Little Beauties by Kim Addonizio

Little Beauties by Kim Addonizio

Author:Kim Addonizio
Language: eng
Format: epub
Publisher: Simon & Schuster
Published: 2005-02-15T00:00:00+00:00


24.

HOMEWORK: Confront the situations that cause you distress.

SHARING makes me puke,” Jamie says at the restaurant. “I am so glad to hear that,” I say.

We’re at Balzac’s, on Marlene’s recommendation. Pink and orange sunset colors, wicker chairs, water sheeting down one wall, lit by candles. It’s pretty soothing, if you don’t think about what might be going on in the kitchen. E. coli, fecal streptococcus, salmonella. Mice and roaches. Food sitting out of the refrigerator, workers without hairnets, with cuts on their hands.

“Like, Siamese twins?” Jamie says. “That is so totally gross. If I were a Siamese twin I’d want to kill myself. Or maybe kill my twin. But then—” She stops, and I can see her imagining how she’d do it. “I guess then I’d be dragging around this dead twinlike thing. Attached to my head or wherever.” She laughs and reaches for her red wine. This is her second glass and she’s getting kind of tipsy already, I can tell.

The women at the next table are grazing off each other’s plates. They’re a lesbian couple: a thin, stylish older woman with white-blond hair, and a younger, darker woman who needs to turn down the volume on her ass a few decibels. They don’t look like they belong together, but who knows. The older one looks my way after she feeds a forkful of her entrée to her girlfriend, and smiles. Maybe she thinks Jamie and I are also lesbians, or maybe she and her partner recognize me from Teddy’s World. Maybe they have a thawed sperm baby at home right now, sleeping in a crib I have sold them.

“My mother had one rule,” Jamie says. “Share everything. She used to live in some kind of religious commune. A bunch of them got together, made up their own church, and rented a house in San Diego.”

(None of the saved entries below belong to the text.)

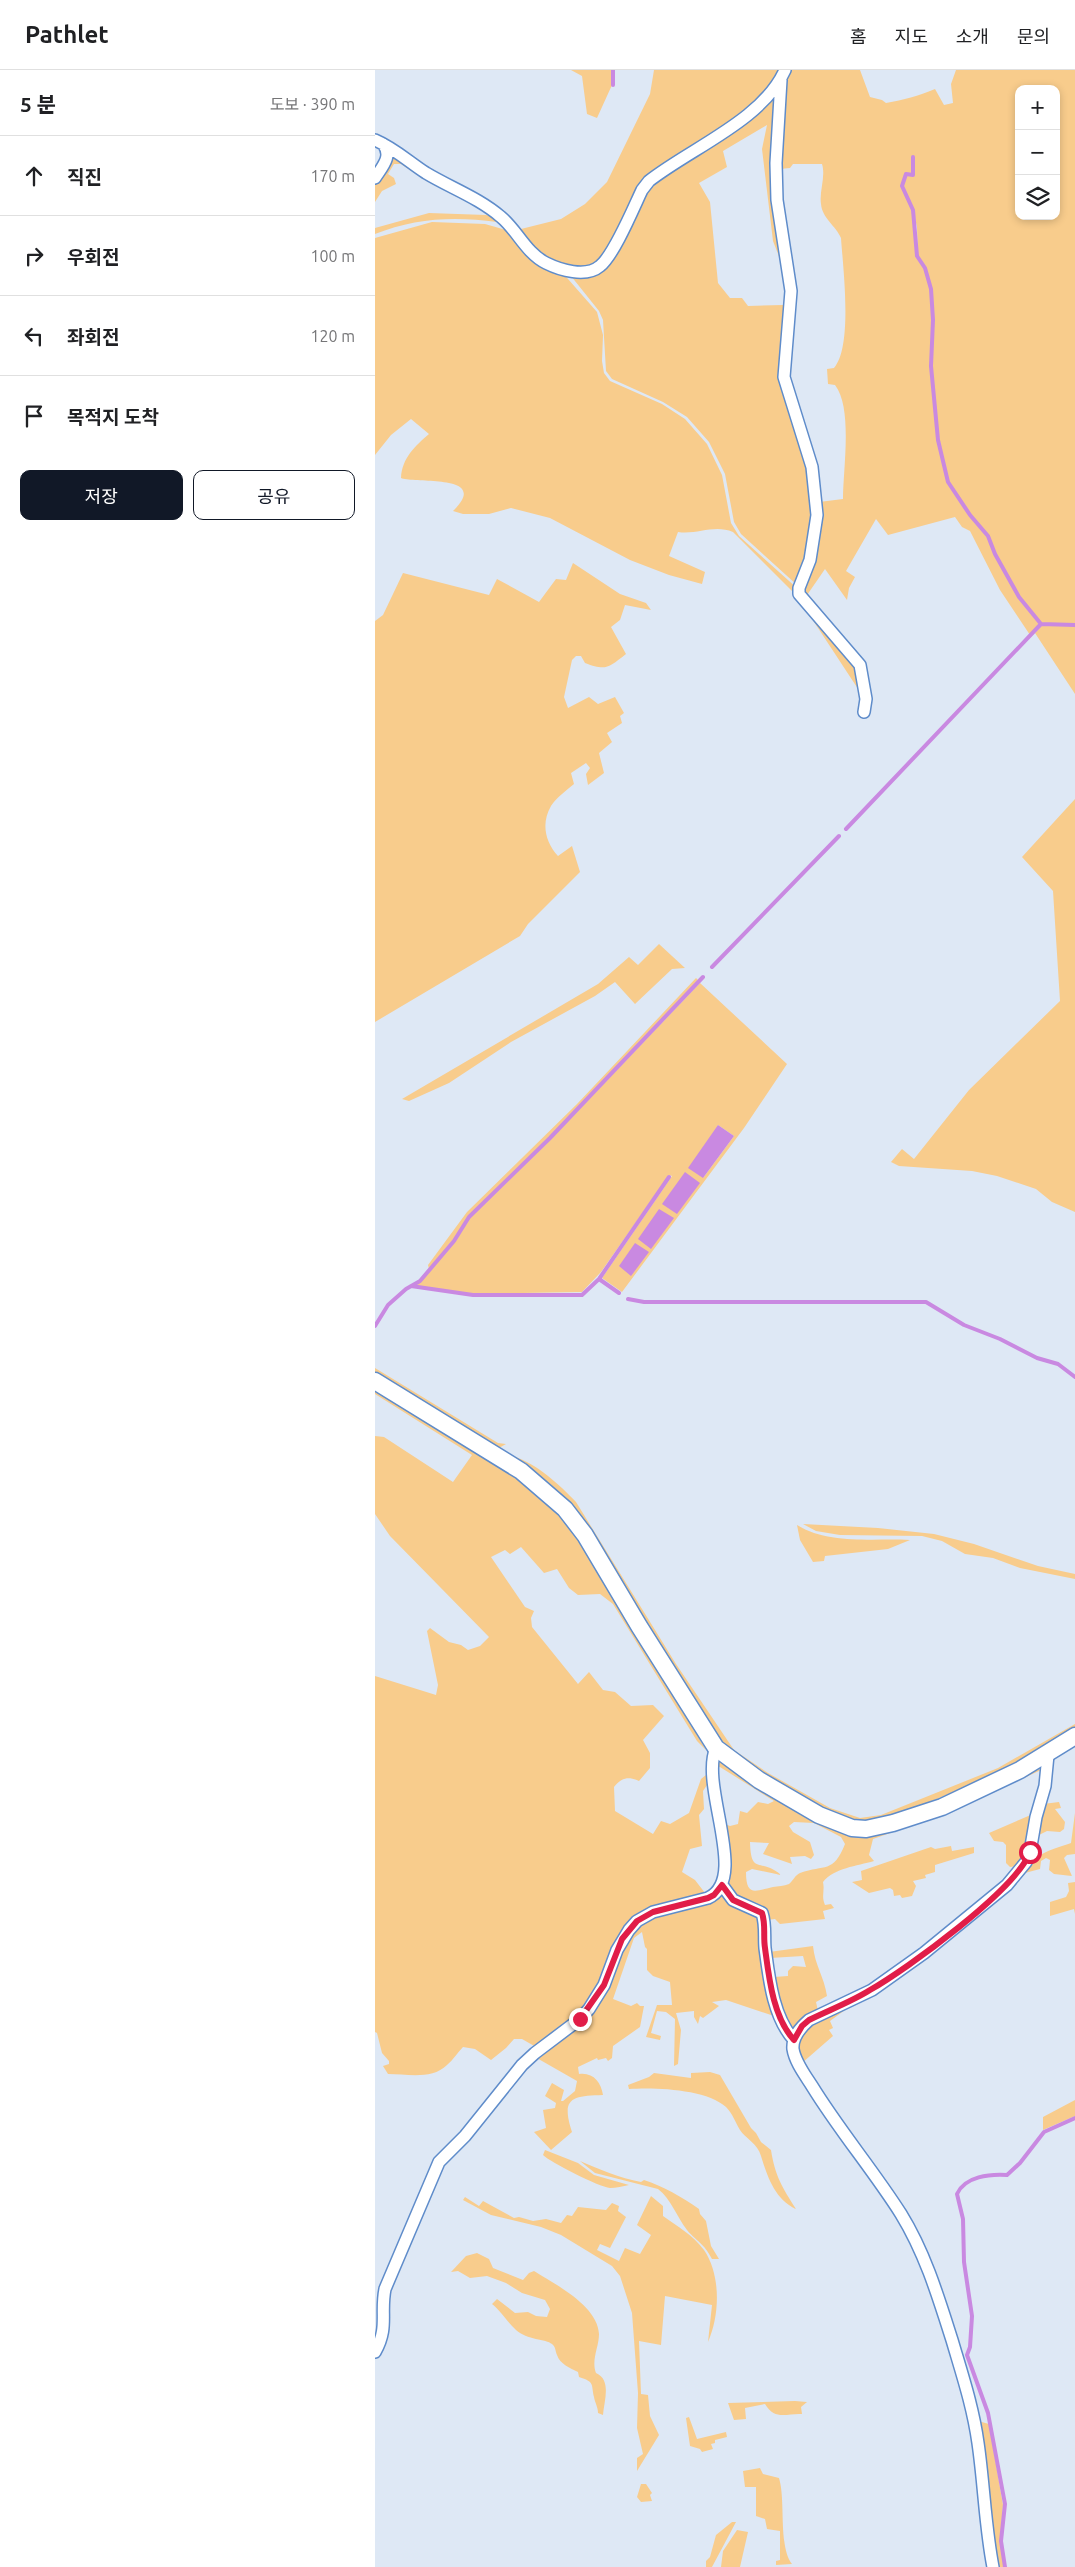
<!DOCTYPE html>
<html lang="ko">
<meta charset="utf-8">
<style>
body{margin:0;font-family:Ubuntu,"Noto Sans KR",sans-serif;background:#f6f6f6;color:#202124}
.controls{position:absolute;right:15px;top:15px;display:grid;overflow:hidden;border-radius:10px;box-shadow:0 2px 8px #0003}
.controls button{width:45px;height:45px;display:grid;place-items:center;padding:0;border:0;border-bottom:1px solid #e0e0e0;background:#fff;color:#202124;font:25px sans-serif}
.stop{position:absolute;width:15px;height:15px;margin:-11px;border:4px solid #e11d48;border-radius:50%;background:#fff}
.stop.end{background:#e11d48;border-color:#fff;box-shadow:0 1px 5px #0008}
.list{margin:0;padding:0;list-style:none}
h2{display:flex;justify-content:space-between;align-items:center;height:65px;margin:0;padding:0 20px;font-size:21px}
h2 small{font-size:16px;font-weight:400;color:#757577}
.list li{display:grid;grid-template-columns:32px 1fr auto;gap:15px;align-items:center;box-sizing:border-box;height:80px;padding:0 20px;border-top:1px solid #e0e0e0}
.list b{display:block;font-size:19px;white-space:nowrap}
.list em{font-size:16px;font-style:normal;color:#757577}
.actions{display:flex;gap:10px;padding:15px 20px}
.actions a{flex:1;padding:11px 0;border:1px solid #111827;border-radius:10px;text-align:center;font-size:18px;color:#111827}
.actions .main{background:#111827;color:#fff}
.icon{flex:none;width:28px;height:28px;fill:none;stroke:currentColor;stroke-width:2;stroke-linecap:round;stroke-linejoin:round}
.map{position:relative;flex:none;width:700px;height:2497px;overflow:hidden}
header{display:flex;align-items:center;gap:30px;box-sizing:border-box;height:70px;padding:0 25px;background:#fff;border-bottom:1px solid #e0e0e0}
header strong{font-size:24px}
nav{display:flex;gap:28px;margin-inline-start:auto;font-size:18px}
main{display:flex}
aside{flex:1;background:#fff}
.map>svg:first-child{display:block}
</style>
<header>
<strong>Pathlet</strong>
<nav><a>홈</a><a>지도</a><a>소개</a><a>문의</a></nav>
</header>
<main>
<aside>
<h2>5 분<small>도보 · 390 m</small></h2>
<ul class="list">
<li><svg class="icon" aria-label="ahead" viewBox="0 0 24 24"><path d="M12 20V5M6 11l6-6 6 6"/></svg><div><b>직진</b></div><em>170 m</em></li>
<li><svg class="icon" aria-label="right" viewBox="0 0 24 24"><path d="M7 20v-9h11M14 6l5 5-5 5"/></svg><div><b>우회전</b></div><em>100 m</em></li>
<li><svg class="icon" aria-label="left" viewBox="0 0 24 24"><path d="M17 20v-9H6M10 6l-5 5 5 5"/></svg><div><b>좌회전</b></div><em>120 m</em></li>
<li><svg class="icon" aria-label="arrive" viewBox="0 0 24 24"><path d="M6 21V4h12l-3 4 3 4H6"/></svg><div><b>목적지 도착</b></div></li>
</ul>
<div class="actions"><a class="main">저장</a><a>공유</a></div>
</aside>
<div class="map">
<svg width="700" height="2497" viewBox="0 0 700 2497">
<rect width="100%" height="100%" fill="#dee8f5"/>
<path fill="#f8cc8c" fill-rule="evenodd" d="M 196,0 L 237,0 L 237,15 L 222,48 L 212,44 L 207,6 Z
M 279,0 L 407,0 L 375,40 L 285,100 L 233,184 L 213,200 L 173,193 L 142,160 L 186,149 L 210,134 L 232,112 L 275,24 Z
M 414,0 L 485,0 L 495,27 L 507,30 L 511,33 C 529,30 543,26 560,19 L 569,35 L 578,33 L 576,14 L 581,0 L 700,0 L 700,555 L 666,553 L 645,526 L 620,483 L 614,466 L 596,445 L 573,411 L 561,352 L 556,296 L 558,250 L 556,219 L 550,198 L 543,186 L 542,157 L 538,140 L 528,116 L 531,105 L 538,105 L 538,85 L 537,104 L 530,104 L 527,116 L 537,140 L 542,186 L 549,198 L 555,219 L 557,250 L 555,296 L 560,352 L 572,412 L 595,446 L 613,466 L 619,484 L 644,527 L 665,554 L 655,565 L 625,520 L 595,461 L 587,457 L 580,447 L 513,465 L 501,449 L 471,501 L 480,507 L 474,518 L 472,530 L 450,499 L 430,528 L 428,525 L 444,432 L 468,429 C 468,399 478,338 460,315 L 453,314 L 452,299 L 459,298 C 478,276 468,198 466,168 C 461,156 447,148 446,134 C 444,121 451,107 447,94 L 418,94 L 415,98 L 404,99 L 411,10 ZM 644,19 L 681,19 L 681,146 L 644,146 Z
M 403,17 L 408,190 L 405,189 L 398,171 L 387,79 L 392,55 L 348,81 L 352,97 L 324,113 L 335,132 L 343,213 L 355,228 L 367,228 L 373,236 L 408,235 L 410,223 L 414,222 L 407,304 L 436,404 L 437,465 L 422,515 L 366,464 L 359,452 L 350,404 L 334,372 L 312,347 L 288,332 L 237,309 L 231,301 L 228,250 L 224,241 L 192,201 L 222,200 L 268,121 Z
M 15,84 L 109,141 L 50,110 L 26,94 L 19,94 L 13,104 L 19,108 L 21,114 L 7,121 L 0,132 L 0,113 Z
M 54,143 L 111,145 L 125,148 L 122,152 C 80,146 39,148 0,164 L 0,158 Z
M 57,152 L 110,154 L 131,160 L 186,201 L 222,242 L 228,265 L 227,291 L 229,303 L 235,311 L 287,334 L 310,349 L 332,374 L 347,405 L 356,453 L 364,466 L 423,519 L 483,598 L 489,628 L 422,526 L 358,462 C 339,454 322,465 303,462 L 294,486 L 330,502 L 327,514 L 294,505 L 255,490 L 175,448 L 136,438 L 114,444 L 88,444 L 78,441 C 117,403 39,414 26,408 C 27,388 40,376 54,364 L 36,349 L 16,365 L 0,385 L 0,168 Z
M 198,493 L 245,524 L 271,533 L 276,540 L 250,535 L 245,550 L 236,557 L 251,584 C 233,598 231,601 210,593 L 206,586 L 201,586 L 197,590 L 189,627 L 193,638 L 214,627 L 223,634 L 240,627 L 249,643 L 245,646 L 247,653 L 232,663 L 237,672 L 224,683 L 229,703 L 213,715 L 211,704 L 215,698 L 211,693 L 196,703 L 199,714 C 192,720 181,728 176,736 C 166,753 170,772 183,786 L 197,776 L 205,802 L 153,854 L 145,866 L 0,952 L 0,551 L 8,545 L 28,503 L 114,525 L 122,509 L 164,532 L 181,509 L 191,510 Z
M 693,554 L 700,556 L 700,624 L 660,563 L 667,555 Z
M 700,729 L 700,1142 L 677,1132 L 661,1119 L 622,1106 L 597,1101 L 524,1096 L 516,1092 L 527,1079 L 539,1089 L 594,1020 L 685,931 L 678,821 L 647,787 Z
M 284,874 L 310,898 L 297,899 L 260,934 L 240,912 L 220,926 L 136,972 L 74,1013 L 34,1031 L 27,1029 L 223,914 L 254,887 L 263,895 Z
M 321,908 L 323,910 L 175,1067 L 93,1147 L 78,1170 L 54,1199 L 53,1195 L 92,1142 L 202,1034 Z
M 325,913 L 412,994 L 369,1058 L 247,1222 L 227,1208 L 297,1106 L 294,1105 L 226,1202 L 207,1222 L 94,1224 L 41,1216 L 80,1172 L 95,1148 L 176,1069 ZM 343,1055 L 359,1066 L 328,1108 Z
M 0,1298 L 123,1373 L 131,1374 L 122,1379 L 0,1305 Z
M 0,1318 L 144,1408 L 197,1457 L 331,1680 L 322,1671 L 238,1534 L 225,1524 L 203,1525 L 194,1518 L 182,1499 L 169,1503 L 146,1477 L 135,1484 L 130,1480 L 116,1487 L 150,1537 L 159,1541 L 156,1548 L 157,1557 L 203,1614 L 214,1602 L 228,1620 L 240,1622 L 256,1636 L 278,1635 L 289,1646 L 268,1670 L 275,1683 L 275,1698 L 264,1711 C 253,1706 246,1708 239,1717 L 240,1741 L 278,1764 L 286,1751 L 295,1754 L 314,1743 L 326,1709 L 331,1705 L 332,1715 L 328,1721 L 329,1739 L 324,1745 L 327,1776 L 315,1779 L 307,1802 L 320,1810 L 330,1823 L 273,1838 L 263,1843 L 247,1860 L 213,1936 L 161,1977 L 147,1969 L 139,1969 L 131,1978 L 116,1990 L 100,1979 L 88,1977 C 82,1983 78,1990 72,1995 C 57,2010 32,2004 13,2004 L 8,1996 L 14,1994 L 14,1991 L 7,1983 L 2,1963 L 0,1962 L 0,1606 L 61,1625 L 63,1615 L 52,1561 L 55,1558 L 74,1572 L 86,1575 L 93,1580 L 105,1576 L 114,1567 L 15,1466 L 0,1444 L 0,1366 L 9,1367 L 78,1412 L 97,1385 L 0,1324 Z
M 138,1386 C 162,1394 184,1414 201,1432 L 301,1594 L 359,1680 L 393,1703 L 455,1738 L 485,1748 L 506,1745 L 623,1698 L 700,1654 L 700,1658 L 624,1703 L 523,1745 L 501,1751 L 470,1751 L 405,1716 L 348,1676 L 220,1471 L 136,1388 Z
M 428,1454 L 503,1458 L 559,1464 L 599,1474 L 663,1496 L 700,1504 L 700,1509 L 645,1498 L 618,1488 L 590,1484 L 567,1471 L 547,1466 L 465,1465 L 441,1461 Z
M 422,1455 C 454,1475 499,1468 535,1470 L 513,1479 L 450,1486 L 449,1491 L 438,1492 L 425,1470 Z
M 345,1692 L 396,1725 L 461,1760 L 599,1727 L 663,1699 L 666,1700 L 578,1741 L 498,1769 L 494,1785 L 499,1791 C 482,1796 459,1798 448,1812 C 450,1821 446,1826 450,1835 L 456,1834 L 459,1838 L 448,1841 L 450,1849 L 405,1854 L 400,1849 L 391,1850 L 361,1828 L 352,1815 L 347,1753 L 355,1756 L 363,1754 L 365,1741 L 372,1743 L 383,1732 L 393,1734 L 399,1731 L 345,1697 L 340,1696 ZM 419,1752 L 439,1753 L 466,1767 L 470,1774 C 458,1804 450,1794 425,1803 C 420,1805 418,1811 414,1814 C 409,1816 403,1816 398,1817 C 380,1821 371,1827 371,1802 L 377,1799 L 406,1805 C 385,1787 376,1806 375,1772 L 394,1773 L 388,1784 L 417,1794 L 415,1787 L 430,1786 L 436,1789 L 439,1785 L 435,1772 L 418,1762 L 414,1756 Z
M 684,1732 L 686,1738 L 680,1739 L 690,1752 L 689,1759 L 685,1762 L 672,1761 L 660,1767 L 668,1734 Z
M 700,1743 L 700,1784 L 692,1785 L 689,1788 L 697,1806 L 679,1804 L 674,1800 L 675,1790 L 671,1788 L 666,1791 L 665,1799 L 646,1804 C 660,1783 673,1781 696,1773 Z
M 658,1744 L 652,1775 L 644,1796 L 635,1797 L 631,1793 L 631,1775 L 628,1772 L 619,1771 L 614,1763 Z
M 576,1776 L 577,1781 L 599,1777 L 599,1783 L 560,1795 L 560,1802 L 550,1805 L 551,1808 L 538,1811 L 541,1816 L 537,1826 L 527,1828 L 525,1825 L 519,1826 L 518,1820 L 515,1818 L 494,1823 L 477,1812 L 487,1810 L 486,1801 L 556,1777 L 560,1779 Z
M 700,1812 L 700,1844 L 699,1839 L 675,1846 L 675,1832 L 691,1827 L 694,1821 L 693,1813 Z
M 347,1822 L 384,1845 L 402,1947 L 351,1930 L 337,1932 L 344,1936 L 328,1948 L 325,1946 L 323,1954 L 319,1947 L 319,1941 L 301,1943 L 306,1960 L 303,1994 L 299,1996 L 300,1949 L 291,1942 L 282,1941 L 276,1963 L 286,1966 L 285,1970 L 271,1967 L 282,1935 L 297,1935 L 295,1912 L 278,1906 L 272,1900 L 272,1879 L 270,1877 L 267,1862 L 259,1868 L 238,1929 L 256,1936 L 262,1933 L 265,1936 L 269,1936 L 265,1957 L 238,1976 L 237,1988 L 233,1991 L 231,1988 L 223,1990 L 222,1988 L 203,1997 L 204,2004 C 218,2002 226,2012 228,2025 C 196,2026 186,2028 197,2062 L 176,2080 L 159,2062 L 171,2058 L 168,2040 L 180,2038 L 181,2033 L 170,2026 L 177,2013 L 189,2020 L 186,2031 L 188,2031 L 200,2021 L 202,2011 L 160,1987 L 196,1960 L 250,1871 L 271,1848 Z
M 438,1876 C 440,1896 449,1906 452,1926 L 441,1932 L 443,1941 L 417,1959 L 404,1933 L 399,1907 L 413,1906 L 413,1901 L 418,1896 L 431,1897 L 428,1886 L 395,1888 L 394,1882 Z
M 468,1937 L 470,1940 L 455,1951 L 458,1958 L 454,1960 L 458,1966 L 427,1993 L 422,1977 L 428,1959 Z
M 335,2002 L 345,2005 L 376,2058 L 381,2063 L 386,2072 L 396,2080 C 400,2106 407,2117 421,2139 C 400,2129 393,2108 386,2086 C 383,2074 370,2068 365,2060 C 360,2052 358,2044 351,2037 C 332,2019 279,2017 254,2019 L 253,2015 L 274,2007 L 279,2003 L 316,2008 L 316,2003 Z
M 700,2030 L 700,2046 L 668,2060 L 668,2047 Z
M 170,2080 L 203,2093 L 219,2105 L 254,2115 C 248,2116 241,2118 235,2118 C 224,2117 175,2092 168,2085 Z
M 205,2091 C 223,2099 245,2108 266,2112 L 269,2110 C 288,2116 307,2127 324,2139 L 325,2144 L 331,2151 L 336,2176 L 344,2189 L 337,2189 C 329,2173 322,2172 312,2160 C 302,2147 296,2129 283,2119 L 220,2103 Z
M 276,2126 L 288,2136 L 288,2146 C 302,2156 318,2165 329,2180 C 346,2205 345,2245 333,2272 L 337,2235 L 290,2226 L 286,2275 L 264,2271 L 266,2324 L 273,2325 L 275,2346 L 284,2365 L 262,2401 L 262,2388 L 268,2384 L 262,2358 L 263,2323 L 257,2243 L 245,2206 L 237,2196 L 186,2165 L 166,2157 L 116,2145 L 88,2130 L 90,2127 L 104,2136 L 108,2131 L 139,2148 L 144,2147 L 158,2151 L 171,2149 L 186,2153 L 192,2145 L 197,2146 L 203,2137 L 231,2140 L 237,2133 L 244,2136 L 243,2141 L 251,2147 L 235,2178 L 225,2174 L 222,2180 L 244,2191 L 250,2178 L 265,2184 L 276,2165 L 262,2155 Z
M 102,2183 L 114,2189 L 118,2198 L 148,2210 L 154,2203 L 159,2201 C 180,2214 223,2236 224,2264 C 224,2277 216,2290 221,2303 C 237,2310 229,2331 228,2345 L 223,2343 C 223,2337 220,2333 219,2327 C 216,2314 220,2312 204,2307 L 203,2302 C 195,2298 185,2294 182,2285 C 180,2281 181,2277 177,2274 C 171,2269 152,2270 141,2260 C 132,2252 127,2242 117,2234 L 122,2229 L 140,2243 L 153,2242 L 161,2246 L 172,2247 L 175,2239 L 170,2230 L 147,2223 L 131,2213 L 112,2206 L 95,2208 L 83,2201 L 76,2202 L 91,2186 Z
M 420,2331 L 432,2332 L 426,2337 L 427,2344 C 412,2343 400,2351 390,2334 L 370,2338 L 371,2349 L 359,2350 L 353,2333 Z
M 314,2347 L 322,2369 L 351,2362 L 352,2367 L 340,2370 L 340,2373 L 336,2374 L 338,2379 L 327,2382 L 325,2379 L 315,2376 L 311,2348 Z
M 603,2351 L 614,2354 L 628,2435 L 625,2471 L 629,2497 L 622,2497 Z
M 385,2398 L 388,2404 L 404,2408 C 411,2431 403,2476 417,2494 L 401,2495 L 401,2491 L 405,2490 L 405,2461 L 392,2459 L 390,2449 L 381,2446 L 381,2417 L 370,2417 L 368,2401 Z
M 266,2414 L 271,2414 L 277,2423 L 275,2425 L 277,2431 L 266,2432 L 262,2427 Z
M 357,2452 L 361,2452 L 337,2497 L 331,2497 L 331,2491 L 335,2487 L 341,2465 Z
M 362,2460 L 373,2462 L 365,2497 L 346,2497 L 348,2481 Z"/>
<path fill="#c989e1" d="M 343,1055 L 359,1066 L 328,1108 L 313,1098 Z
M 310,1102 L 325,1113 L 302,1144 L 287,1134 Z
M 284,1139 L 299,1148 L 276,1179 L 263,1169 Z
M 260,1173 L 274,1182 L 256,1206 L 244,1196 Z"/>
<g fill="none" stroke-linecap="round" stroke-linejoin="round">
<path stroke="#c989e1" stroke-width="4" d="M 238,0 L 238,15
M 538,87 L 538,105 L 531,104 L 527,116 L 538,140 L 542,186 L 550,198 L 556,219 L 558,250 L 556,296 L 563,370 L 573,412 L 595,445 L 613,466 L 620,484 L 644,527 L 666,554 L 700,555
M 471,759 L 666,554
M 337,897 L 464,766
M 224,1209 L 244,1223
M 36,1216 L 98,1225 L 207,1225 L 224,1209 L 294,1107
M 253,1229 L 269,1232 L 551,1232 L 589,1255 L 625,1269 L 662,1288 L 683,1294 L 700,1307
M 0,1256 L 13,1235 L 31,1219 L 45,1211 L 79,1171 L 94,1147 L 175,1068 L 328,907
M 630,2497 L 626,2471 L 630,2434 L 613,2343 L 592,2285 L 595,2277 L 597,2246 L 589,2192 L 588,2149 L 582,2124 C 590,2106 615,2104 632,2105 L 645,2093 L 669,2062 L 700,2048"/>
<defs>
<path id="minor" d="M 406,10 L 401,93 L 402,130 L 416,221 L 409,307 L 437,397 L 442,445 L 435,490 L 424,518 L 424,524 L 485,595 L 491,629 L 489,642
M 0,70 C 19,78 34,92 51,103 C 76,118 104,128 126,147 C 142,160 151,183 171,193 C 185,200 211,208 225,196 C 239,185 258,139 267,120 L 274,111 C 316,78 388,50 410,0
M 0,108 C 7,97 18,86 8,74
M 347,1815 L 358,1830 L 387,1843 C 391,1855 389,1866 390,1878 C 394,1908 398,1947 419,1970
M 0,2282 C 14,2257 5,2244 10,2219 L 64,2092 L 90,2066 L 147,1995 L 160,1983 L 205,1949 L 214,1939 L 229,1915 L 242,1880 L 254,1860 L 262,1851 L 278,1842 L 333,1828 C 375,1809 324,1716 341,1678
M 618,2497 C 610,2456 609,2414 603,2373 C 598,2337 587,2304 577,2270 C 563,2226 550,2183 526,2144 C 498,2100 464,2060 437,2016 C 430,2005 420,1992 418,1979 C 417,1967 425,1958 434,1950 L 497,1920 L 549,1883 L 632,1815 L 651,1792 L 655,1782 L 661,1747 L 670,1716 L 673,1685"/>
<path id="secondary" d="M 0,1311 L 146,1401 L 190,1439 L 210,1465 L 264,1556 L 341,1678 L 384,1710 L 444,1745 L 477,1758 L 491,1759 L 518,1753 L 567,1737 L 645,1700 L 700,1666"/>
</defs>
<use href="#minor" stroke="#5f8cca" stroke-width="14"/>
<use href="#secondary" stroke="#5f8cca" stroke-width="19"/>
<use href="#minor" stroke="#fff" stroke-width="11"/>
<use href="#secondary" stroke="#fff" stroke-width="16"/>
</g>
<g fill="none" stroke-linecap="round" stroke-linejoin="round">
<path stroke="#e11d48" stroke-width="6" d="M 205,1949 L 229,1915 L 247,1869 L 262,1851 L 278,1842 L 333,1828 L 339,1825 L 347,1815 L 358,1830 L 387,1843 C 391,1855 388,1866 390,1878 C 394,1908 398,1947 419,1970 L 427,1956 L 434,1950 C 454,1940 476,1932 495,1920 C 532,1899 641,1820 655,1782"/>
</g>
</svg>
<div class="controls">
<button>+</button>
<button>−</button>
<button><svg class="icon" aria-label="layers" viewBox="0 0 24 24"><path d="M12 4l9 5-9 5-9-5zM3 14l9 5 9-5"/></svg></button>
</div>
<div class="stop" style="left:655px;top:1782px"></div>
<div class="stop end" style="left:205px;top:1949px"></div>
</div>
</main>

“I think rules are important,” I say.

“Your rules?” Jamie says. “They’re a little intense.”

“I know. I’ve been working on that.” I made a list of the homework Sharon has given me over the past few months, and put it up on the refrigerator, next to the rules. I am doing my homework right now. Dining out is definitely up there in terms of stressful situations to confront. I look down, confronting the little dish of olives and bay leaves on the table.

Tim didn’t like eating in restaurants, either. He used to work in one.

I once read about a little girl who died after eating watermelon from the salad bar at a Sizzler; the watermelon had gotten splattered with juice from contaminated sirloin.

Everyone knows this kind of thing happens, but most people ignore it, and eat out anyway. Just like most people, if they order veal, don’t think about the poor calf living in its own shit, in a stall too small to turn around in. When they eat bacon for breakfast, or have a ham sandwich, they don’t think about pigs being electrically stunned and then getting their throats slit, sometimes when the poor animals aren’t quite out cold.